Bilim Bunu Konuşuyor Sohbetleri - 1



Sabri Ülker Vakfı, artık “Bilim Bunu Konuşuyor” platformu kapsamında “Bilim Bunu Konuşuyor Sohbetleri”nde, alanında uzman bilim insanları ve akademisyenleri konuk ediyor. Türk Hipertansiyon ve Böbrek Hastalıkları Derneği Başkanı Prof. Dr. Ülver Derici, ülkemizde hipertansiyon durumu, aşırı tuz tüketiminin önlenmesinin hipertansiyon ile mücadeledeki rolü, fazla tuz tüketimini azaltmak için neler yapabiliriz sorularını yanıtlıyor.

Prof. Dr. Ülver Derici
Türk Hipertansiyon ve Böbrek Hastalıkları Derneği Başkanı

Türkiye Hipertansiyon ve Böbrek Hastalıkları Derneği Başkanı olarak, ülkemizde hipertansiyon ile ilgili durum nedir, bilgi verebilir misiniz?

Türkiye’de hipertansiyonun genel profiline baktığımızda Türk Hipertansiyon ve Böbrek Hastaları Derneği'nin yaptığı iki tane büyük çalışma var. Bu iki büyük çalışmanın sonuncusunu referans olarak alıp göre konuşacak olursak ortalama prevelans tüm toplumumuzda %30 civarında yani 100 kişiden 30’u ya da 10 kişiden 3 kişisi hipertansif. Tabii bu hipertansiyonun genel prevelansı 18 yaş üstündeki bireyleri hepsinin katıldığı değerlendirme. Tabii 50 yaş üstündeki bireylere baktığınızda özellikle kalp ve damar sağlığı açısından en hedef alınması gereken kitleye baktığınızda her 2 kişiden 1 kişi hipertansif toplumumuzda prevelans dolayısıyla %50’leri buluyor. Kadınlarda oran bir miktar daha erkeklere göre yüksek ama sonuçta her iki cinside ilgilendirecek düzeyde kan basıncı yüksekliği önemli problem Türkiye için.

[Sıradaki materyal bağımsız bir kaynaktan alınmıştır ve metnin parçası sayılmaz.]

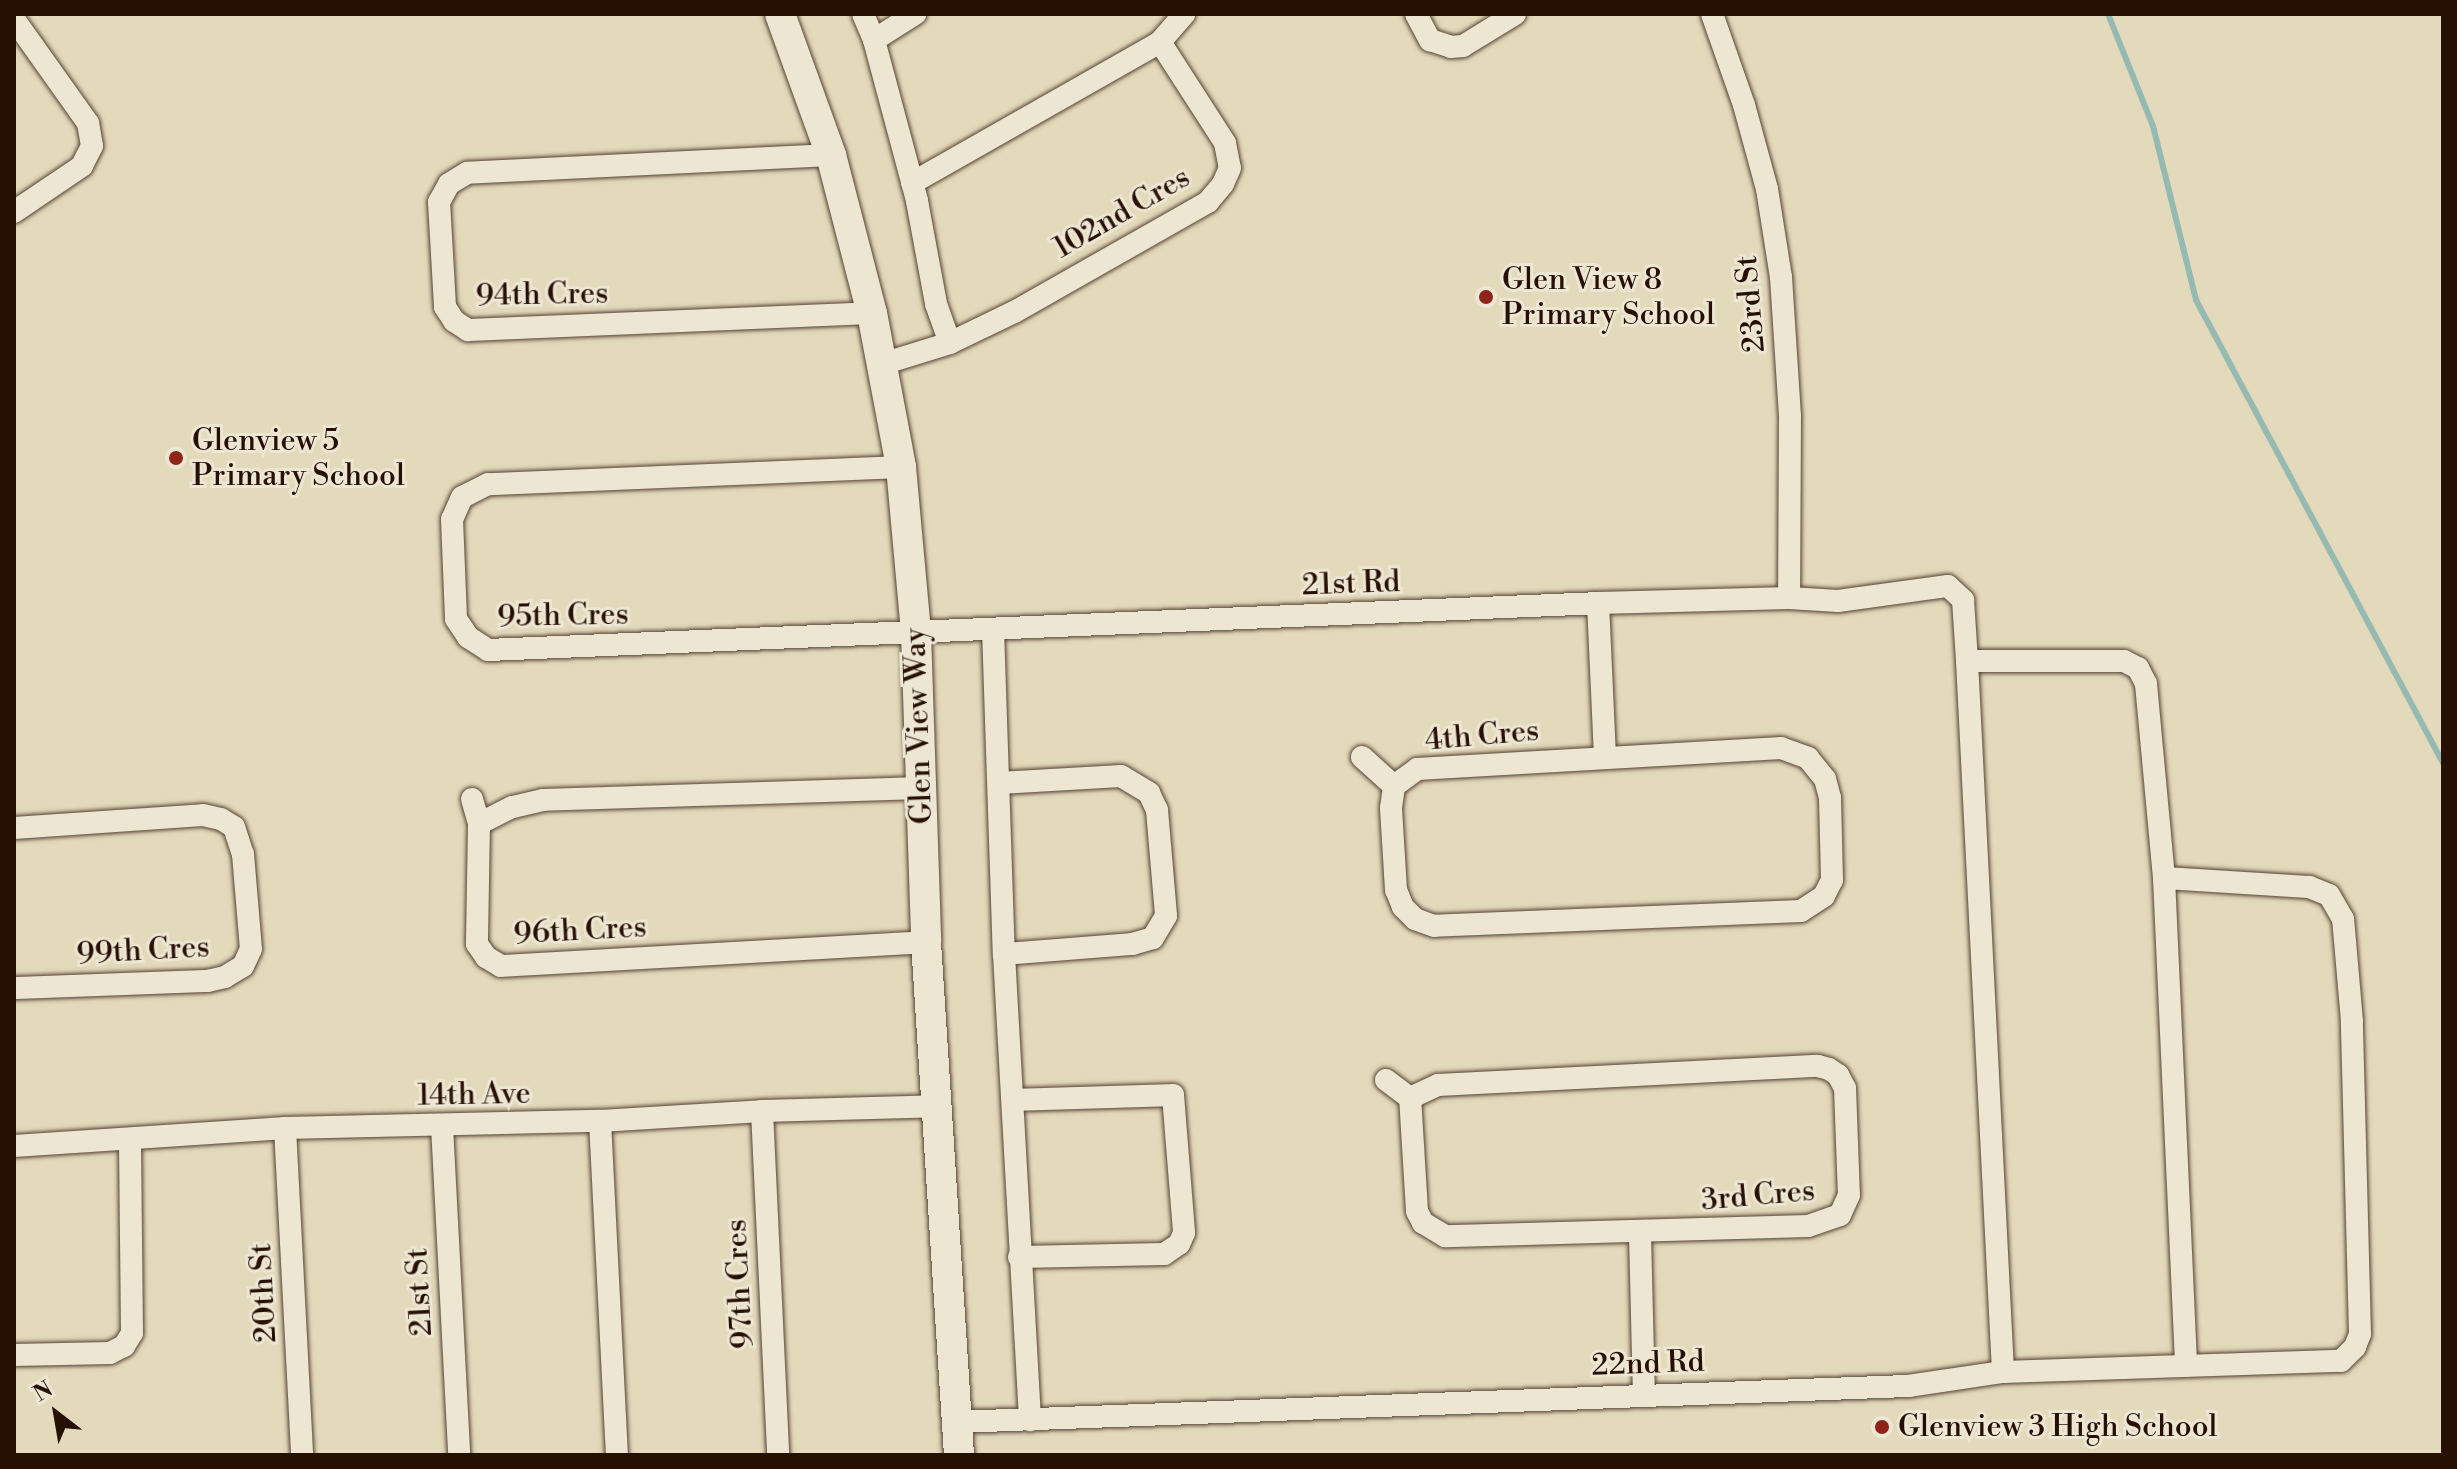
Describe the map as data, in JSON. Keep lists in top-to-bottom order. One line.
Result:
{"streets":{"street":["102nd Cres","94th Cres","23rd St","21st Rd","95th Cres","Glen View Way","4th Cres","96th Cres","99th Cres","14th Ave","3rd Cres","97th Cres","21st St","20th St","22nd Rd"]},"crossings":[["102nd Cres","Glen View Way"],["94th Cres","Glen View Way"],["23rd St","21st Rd"],["21st Rd","95th Cres"],["21st Rd","Glen View Way"],["95th Cres","Glen View Way"],["Glen View Way","96th Cres"],["Glen View Way","14th Ave"],["Glen View Way","22nd Rd"],["14th Ave","97th Cres"],["14th Ave","21st St"],["14th Ave","20th St"]],"places":["Glen View 8 Primary School","Glenview 5 Primary School","Glenview 3 High School"],"north":"top left"}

Fazla tuz tüketiminin azaltılması hipertansiyonla mücadelede nasıl bir rol oynayabilir?

Hipertansiyonun tedavisinde biz hastalarımıza en çok yaşam tarzı değişiklikleri dediğimiz kriterleri anlatmaya çalışırız. Bu kriterlerden bir tanesi de tuz tüketiminin azaltılmasıdır. Çünkü yapılan pek çok çalışmada görülmüş ki tuz tüketiminin azaltılması kan basıncının düşürülmesinde çok büyük bir etken. Özellikle de yüksek tansiyonu olan kişilerin tuzu azalttıklarında tansiyonların düşme oranı tansiyonu normal olan kişiler tuzu azalttıklarında görülen düşme oranından çok daha yüksek. Yani hipertansif bir hasta, yüksek tansiyona sahip bir kişi, tuzu azalttığında kan basıncında ciddi azaltımlar sağlanabiliyor. Ve bu sayede kişi ilaç kullanmaktan kurtulabiliyor ki çok önemli bir olay. Yani sadece tuz kontrolü sağlayarak pek çok yan etkisi olan herhangi bir ilacı kullanmak zorunda kalmayabiliyorsunuz.

Aşırı tuz tüketimiyle mücadele için önerileriniz nelerdir?

Tuzun tüketimini azaltmak adına tabii önce toplumun bilinçlendirilmesi lazım. Bilinç düzeyi ne kadar yüksekse kontrol o kadar iyi düzeyde olur diye düşünüyorum. Tuzu azaltma konusunda en büyük pay, aslında özellikle yemeklerden biz tuzu aldığımız için yemeklerin pişirilirken, yemek sofraya getirilirken tuzunun azaltılması az tuzla pişirilmesi ya da tercihen tuzsuz pişirilmesi en önemli yaklaşım aslında. Şu anki tuz verilerimize bakacak olursak bayanlarımız, ev hanımlarımız bu konuda çok önemli bir role sahipler. Tuzu ne kadar az kullanırlarsa yemek pişirirken o kadar o evde yaşayan bütün bireyler tuzu o kadar az alıyorlar. Ve az yemeye de çalışmaya başlıyorlar, bir yaşam tarzı haline gelmiş oluyor. Baharatlar tuz yerine kullanılabilir, her tür baharat kişinin midesi kaldırabildiği ölçüde tabii ki. Her tür baharatı tuz yerine kullanarak tuzla olan alışkanlıklarını kişi azaltabilir. Zaten zamanla bunu yaptıkça artık onun yaşam tarzı haline gelip az tuzlu yemeye ya da tuzsuz yemeye başlayabiliyor kişi.